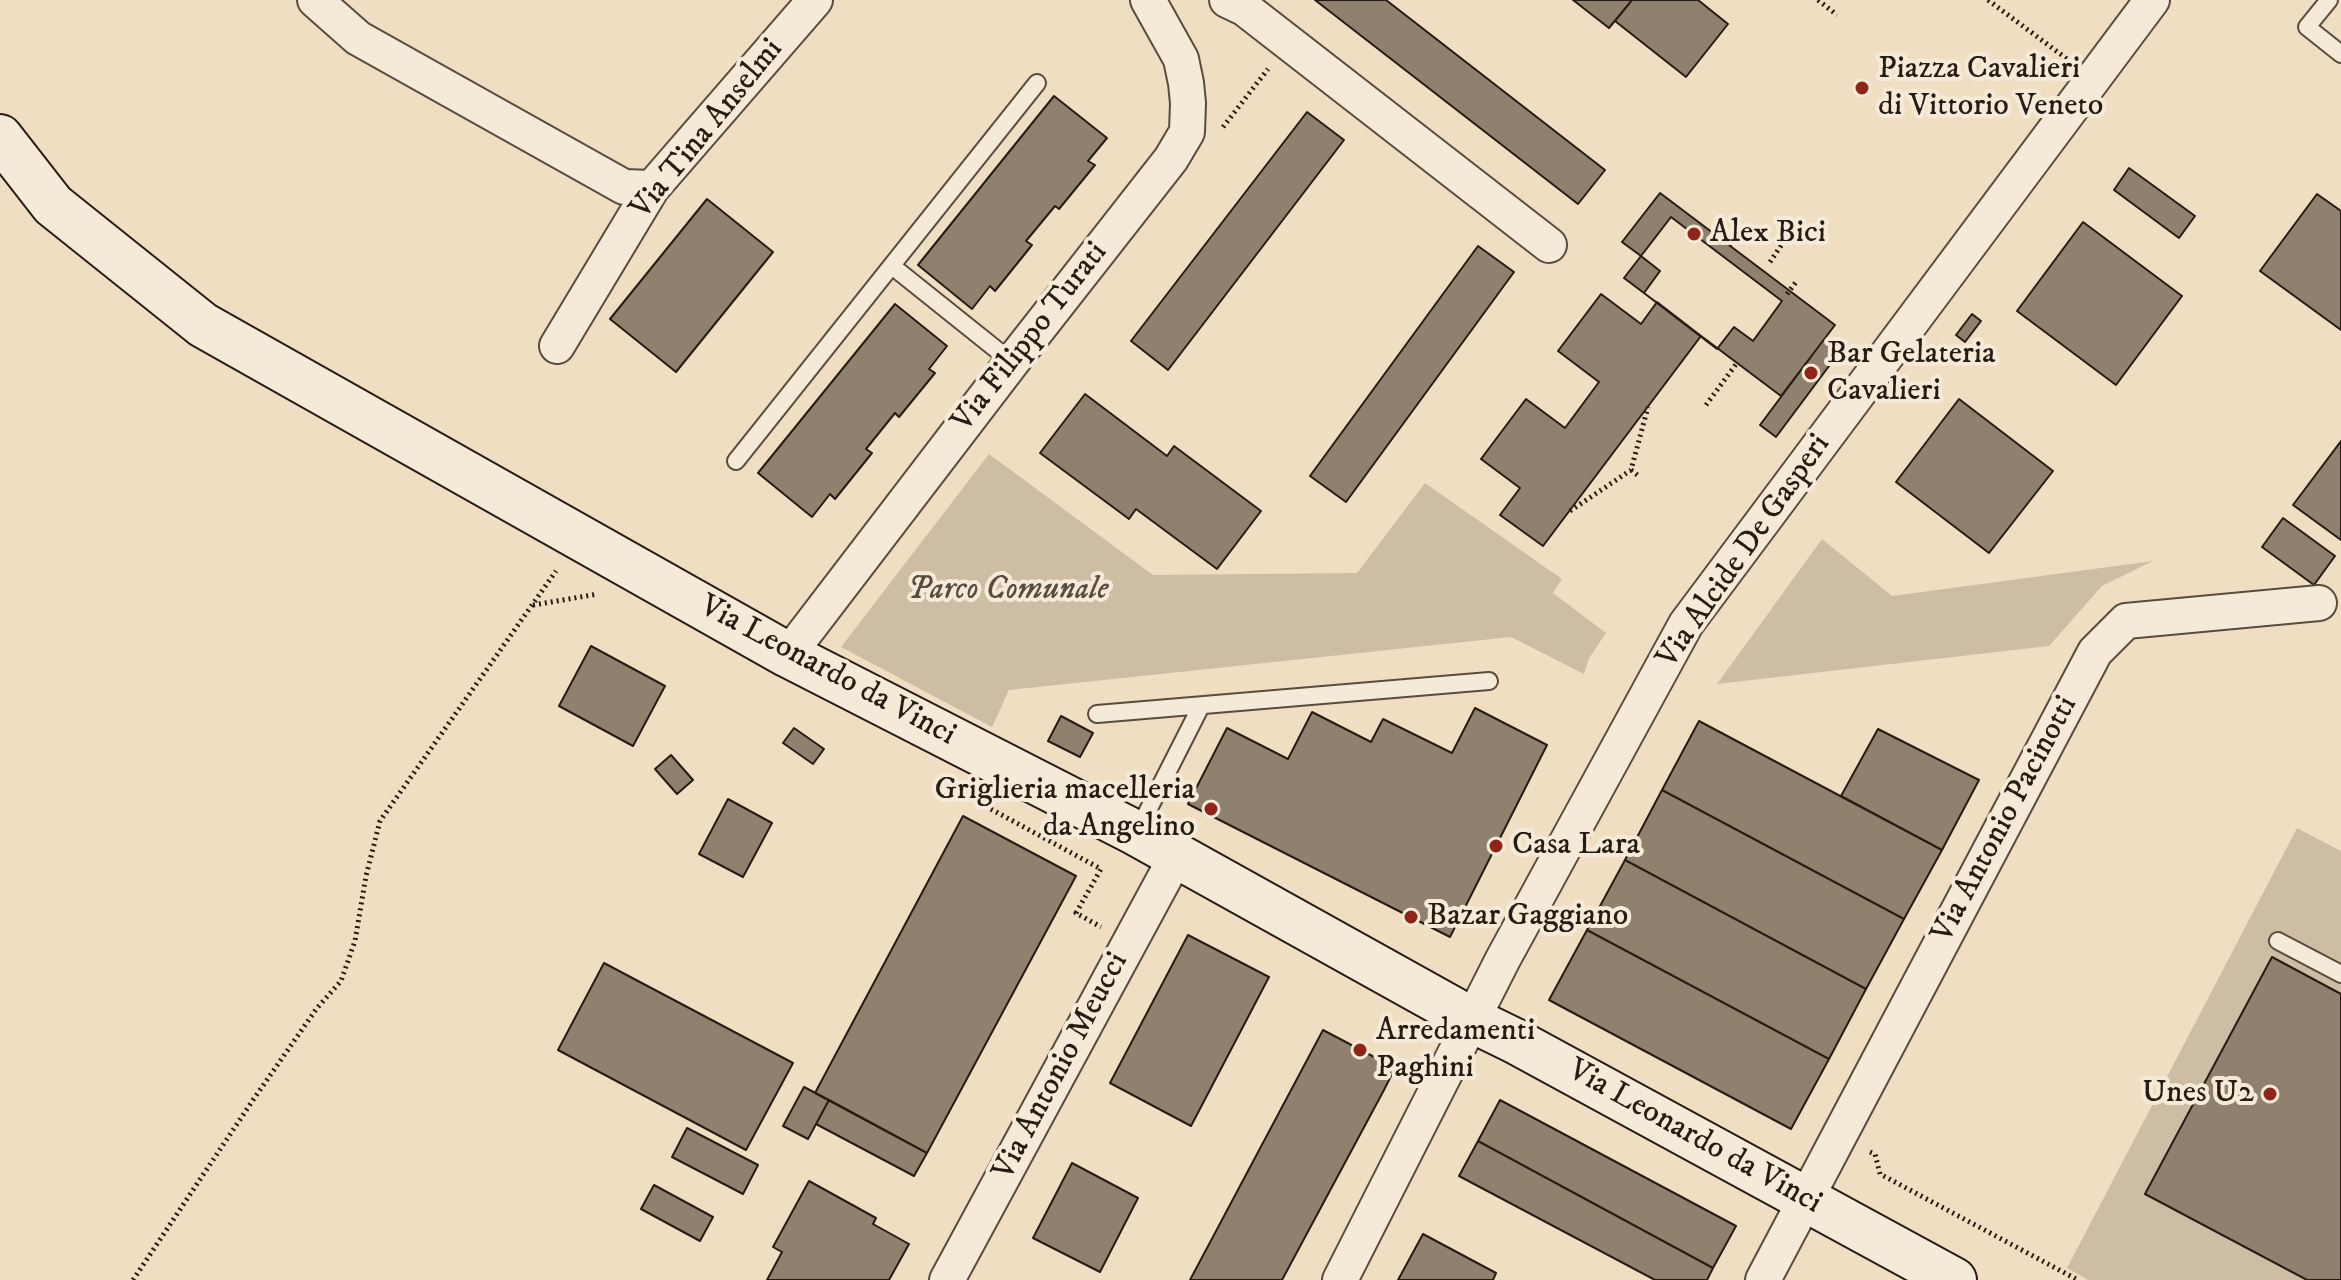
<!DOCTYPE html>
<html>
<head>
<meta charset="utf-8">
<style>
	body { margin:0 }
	canvas { display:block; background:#f0dec3 }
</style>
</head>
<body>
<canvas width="2341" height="1280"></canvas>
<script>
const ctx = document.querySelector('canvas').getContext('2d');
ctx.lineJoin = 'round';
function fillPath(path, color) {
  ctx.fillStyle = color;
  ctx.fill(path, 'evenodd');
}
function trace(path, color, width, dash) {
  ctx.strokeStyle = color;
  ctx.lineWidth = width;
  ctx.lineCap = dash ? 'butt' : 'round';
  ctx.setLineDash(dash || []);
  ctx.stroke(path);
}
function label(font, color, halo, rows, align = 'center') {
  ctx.font = font + ' "IM FELL DW Pica",serif';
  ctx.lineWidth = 8;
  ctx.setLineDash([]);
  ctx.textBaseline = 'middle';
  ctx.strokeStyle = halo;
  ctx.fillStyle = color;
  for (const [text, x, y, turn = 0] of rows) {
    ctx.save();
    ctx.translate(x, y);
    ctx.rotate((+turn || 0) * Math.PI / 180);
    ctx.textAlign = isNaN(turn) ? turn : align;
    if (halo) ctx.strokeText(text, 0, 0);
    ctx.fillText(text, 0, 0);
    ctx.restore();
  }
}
fillPath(new Path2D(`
	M989,454l164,121 204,-2 68,-90 137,96 -9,14 53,40 -17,25 -5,16 -73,-37 -502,53 -17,37 -151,-80z
	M1822,539l70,57 261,-35 -51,25 -53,60 -332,38z
	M2297,828l44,23v429h-253l-21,-12z`), '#cebda5');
const building = new Path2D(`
	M1315,0h71l219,170 -27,34z
	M1573,0h59l-23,28z
	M1632,0h66l30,24 -42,53 -71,-56z
	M1054,96l53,42 -19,23 7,4 -36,44 -4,-3 -29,35 6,4 -37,46 -5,-5 -18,23 -54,-44z
	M1307,112l37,28 -176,230 -37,-29z
	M2129,168l66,48 -16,22 -65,-48z
	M1660,193l175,132 -54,71 -157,-118 17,-22 -19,-14z
	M2317,194l24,17v119l-81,-59z
	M707,199l66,53 -97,120 -66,-53z
	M1671,217l111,84 -29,40 -19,-14 -17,22 -73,-56 16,-22 -19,-15z
	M2083,222l99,74 -66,89 -99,-74z
	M1478,246l36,26 -168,230 -36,-26z
	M1601,294l40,30 16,-22 44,34 -158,210 -43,-31 20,-27 -39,-29 45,-60 39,29 34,-46 -41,-31z
	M895,304l52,42 -18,23 6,4 -36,44 -4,-4 -29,36 6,4 -37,46 -5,-5 -18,23 -54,-44z
	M1972,314l9,7 -16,21 -9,-7z
	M1825,338l16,12 -65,87 -16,-12z
	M1085,394l82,62 7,-10 87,65 -44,58 -81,-60 -7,10 -89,-66z
	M1959,399l94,72 -64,82 -93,-71z
	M2341,441v99l-48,-35z
	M2283,518l52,38 -21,29 -52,-38z
	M591,646l74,40 -32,60 -74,-40z
	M1475,708l72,37 -97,192 -262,-133 39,-76 61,31 24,-47 59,30 12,-23 69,34z
	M1061,716l32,17 -13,24 -32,-16z
	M1699,721l243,129 -38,69 -242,-129z
	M794,728l30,21 -11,15 -30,-21z
	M1878,729l101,51 -37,70 -101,-54z
	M671,755l22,25 -16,14 -22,-25z
	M1662,790l242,129 -38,70 -241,-129z
	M728,799l44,24 -29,54 -44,-23z
	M963,816l113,60 -149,277 -112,-60z
	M1625,860l241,129 -37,70 -242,-129z
	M1587,930l242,129 -38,70 -242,-129z
	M1188,935l81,42 -78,149 -81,-43z
	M2272,957l69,37v286h-34l-162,-86z
	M604,963l189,100 -47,87 -188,-100z
	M1323,1030l72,38 -11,22 -102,190h-92z
	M804,1087l25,13 -21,39 -25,-13z
	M829,1100l98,53 -13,23 -98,-52z
	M1500,1100l236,126 -23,42 -235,-127z
	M687,1128l71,37 -15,29 -71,-37z
	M1478,1141l235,127 -6,12h-52l-196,-104z
	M1072,1163l66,35 -38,74 -67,-34z
	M809,1181l67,37 -3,6 36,20 -20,36h-122l15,-28 -9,-5z
	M654,1185l59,32 -13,24 -59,-32z
	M1423,1234l73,39 -3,7h-95z`);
fillPath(building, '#90816f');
trace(building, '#271c13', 2);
const lane = new Path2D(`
	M2329,0l-22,27 34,27
	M892,266l120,96
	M736,461l301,-378
	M1097,714l392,-33
	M1137,832l64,-126
	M2278,941l63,33`);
const street = new Path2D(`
	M315,0l43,38 266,149 28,1
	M1227,0l17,8 305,237
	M557,346l95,-158 163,-188
	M788,655l224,-293 159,-203 16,-27 1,-29 -2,-20 -5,-24 -33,-59
	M947,1280l230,-425
	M1340,1280l163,-321 183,-335 466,-624
	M1763,1280l332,-628 31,-31 193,-18`);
const secondary = new Path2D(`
	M0,137l53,68 150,120 585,330 348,178 336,187 43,21 439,239`);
trace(lane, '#594c3f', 20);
trace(street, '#594c3f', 38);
trace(secondary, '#271c13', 48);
trace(new Path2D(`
	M1818,0l19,15
	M1988,0l79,59
	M1223,127l45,-58
	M1729,245l6,-8
	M1770,262l18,-27 1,-17
	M1787,294l9,-12
	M1706,405l31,-42
	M1631,470l9,7
	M1570,511l61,-41 17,-63
	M533,605l65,-11
	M954,789l147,80 -25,44 25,14
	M1870,1152l5,2 5,20 198,106
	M133,1280l120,-180 64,-92 24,-27 14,-40 11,-65 14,-55 176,-250`), '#271c13', 5, [2, 4]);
trace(lane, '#f5ead8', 16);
trace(street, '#f5ead8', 34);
trace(secondary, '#f5ead8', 44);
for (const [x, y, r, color] of [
	[1862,88,8,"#8f2418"],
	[1694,234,8,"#8f2418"],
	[1811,373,8,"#8f2418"],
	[1211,809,8,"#8f2418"],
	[1496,846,8,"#8f2418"],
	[1411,917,8,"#8f2418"],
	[1360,1050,8,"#8f2418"],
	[2270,1094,8,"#8f2418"]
]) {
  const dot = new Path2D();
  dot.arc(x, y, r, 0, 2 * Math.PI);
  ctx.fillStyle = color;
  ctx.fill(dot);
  trace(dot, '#f5ead8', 3);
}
label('32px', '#271c13', '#f5ead8', [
	["Piazza Cavalieri",1878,70],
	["di Vittorio Veneto",1878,107],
	["Alex Bici",1710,234],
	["Bar Gelateria",1827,355],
	["Cavalieri",1827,392],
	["Griglieria macelleria",1195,791,"right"],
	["da Angelino",1195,828,"right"],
	["Casa Lara",1512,846],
	["Bazar Gaggiano",1427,917],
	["Arredamenti",1376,1032],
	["Paghini",1376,1069],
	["Unes U2",2254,1094,"right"]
], 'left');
label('32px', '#271c13', '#f5ead8', [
	["Via Tina Anselmi",708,130,-51],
	["Via Filippo Turati",1031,338,-52],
	["Via Alcide De Gasperi",1745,552,-55],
	["Via Leonardo da Vinci",827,672,28],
	["Via Antonio Pacinotti",2006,820,-62],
	["Via Antonio Meucci",1062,1067,-62],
	["Via Leonardo da Vinci",1694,1138,29]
]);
label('italic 32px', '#594c3f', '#f5ead8', [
	["Parco Comunale",1008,591]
]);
</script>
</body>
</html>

__________________________________________________

What you will do> Find and copy each line of the listing above that holds the word "align".

Answer area>
function label(font, color, halo, rows, align = 'center') {
    ctx.textAlign = isNaN(turn) ? turn : align;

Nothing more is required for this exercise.